However, we also wanted to take into account that the indexing was arbitrary for every step. In other words, Fernando’s implementation of the TCENLP did not guarantee that the indexes most likely to be picked up would be clustered together. The idea for the emulator was thus to choose the indexes according to a normal distribution, but only after having operated a permutation on them.

Finally, in order to take full advantage of the features offered by Simulink, we decided to implement the emulator in C, in the framework of the development of Simulink components. However, C is not well furnished in mathematical functions. According to [5], the only statistical function available in C is the uniform distribution, and even its quality is not always quite satisfying. For that reason, we decided that the statistical part of our implementation, in other words, the determination of the different required distributions and permutations, should be obtained via interfacing with Matlab through its C API.

3.3 Interfacing the components

Once the channel, as understood in its largest form, and the source of data were ready, the only thing left to implement was logically enough the disjoint attempt at joint coding (as explained in 2.3).

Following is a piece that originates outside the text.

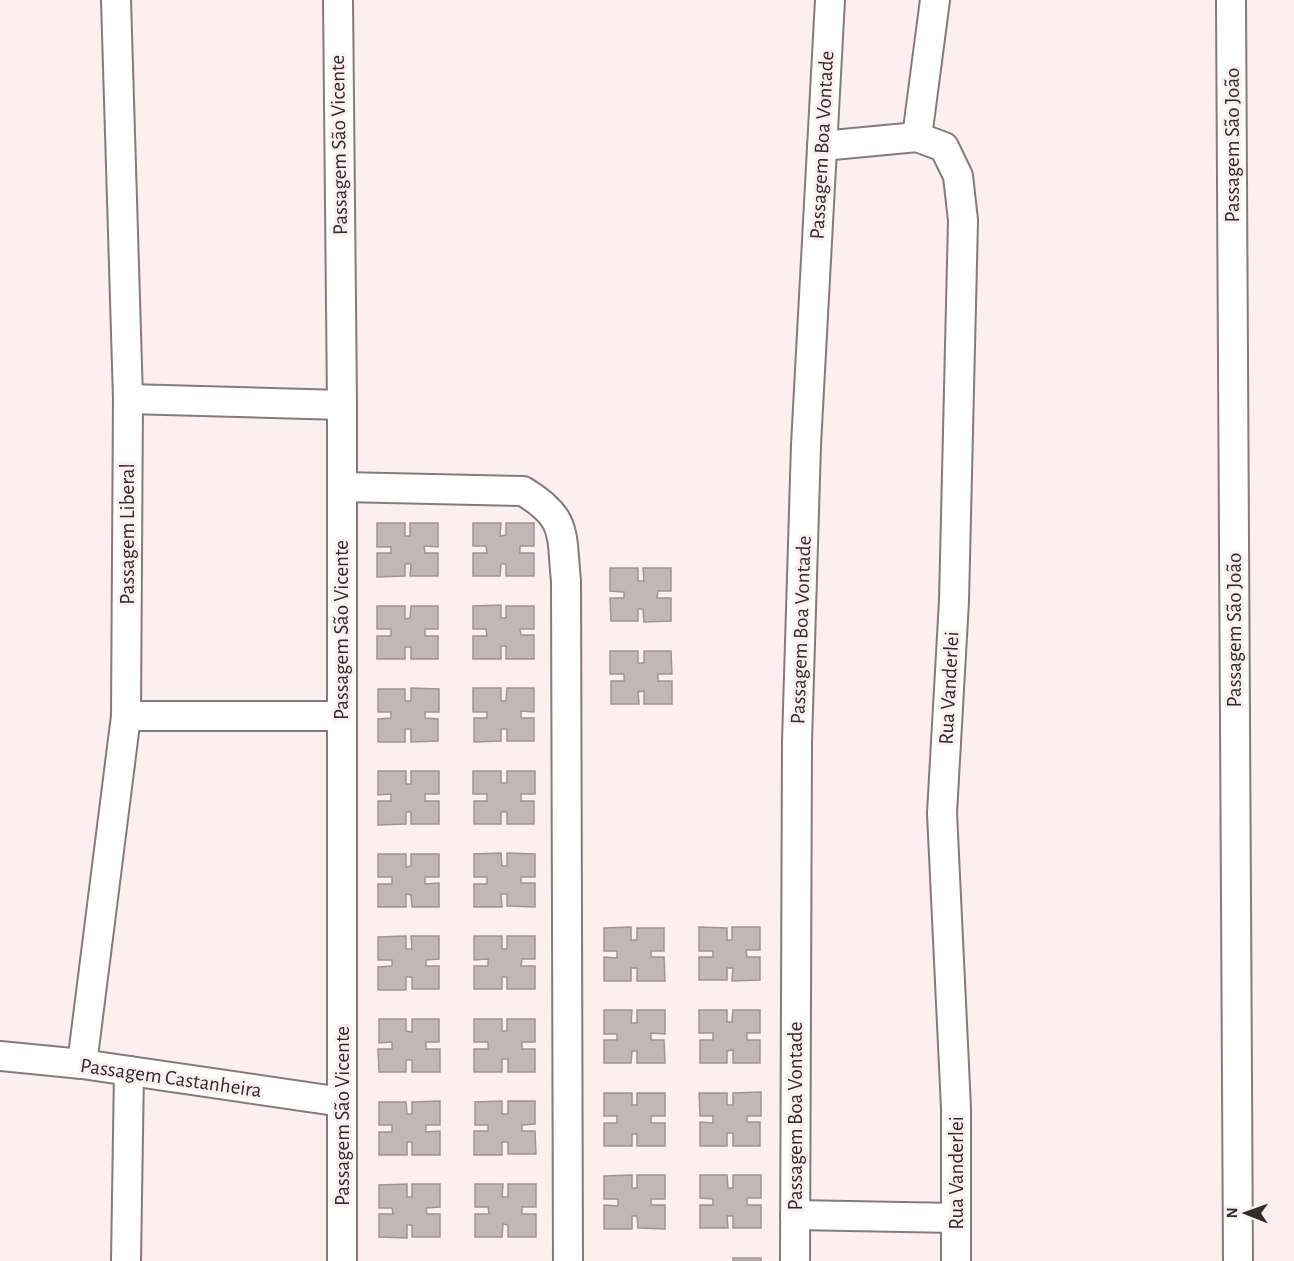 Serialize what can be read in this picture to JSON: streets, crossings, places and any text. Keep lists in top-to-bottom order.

However, there was first another issue to solve. Indeed, our decisions and choices on the different components of the project led us to have to try and interface two components with seemingly incompatible data flows.

The TCENLP vocoder, as we pointed out earlier, outputs 56 bits frames every 16ms, amounting to a bit rate of 3.5kbps. On the other hand, the IS-95A standard specifications require 576 bits frames every 20ms, amounting to a total bit rate of 28.8kbps. While we could certainly have a 28.8kbps flow carry the data of a 3.5 kbps flow (not considering for this project the obvious waste of bandwidth incurred), we had to devise a way to practically achieve it. In particular, we had to satisfy constraints of regularity of flows: more precisely, the flow of data out of the channel, to the TCENLP decoder had to have the same properties of 56 bits frames every 16 ms as the flow out of the encoder. Reasons include that the decoder, if and when ready, would require to work on the fly on a steady flow of data, as well as our ability to compare input and output data given the flow architecture in Simulink.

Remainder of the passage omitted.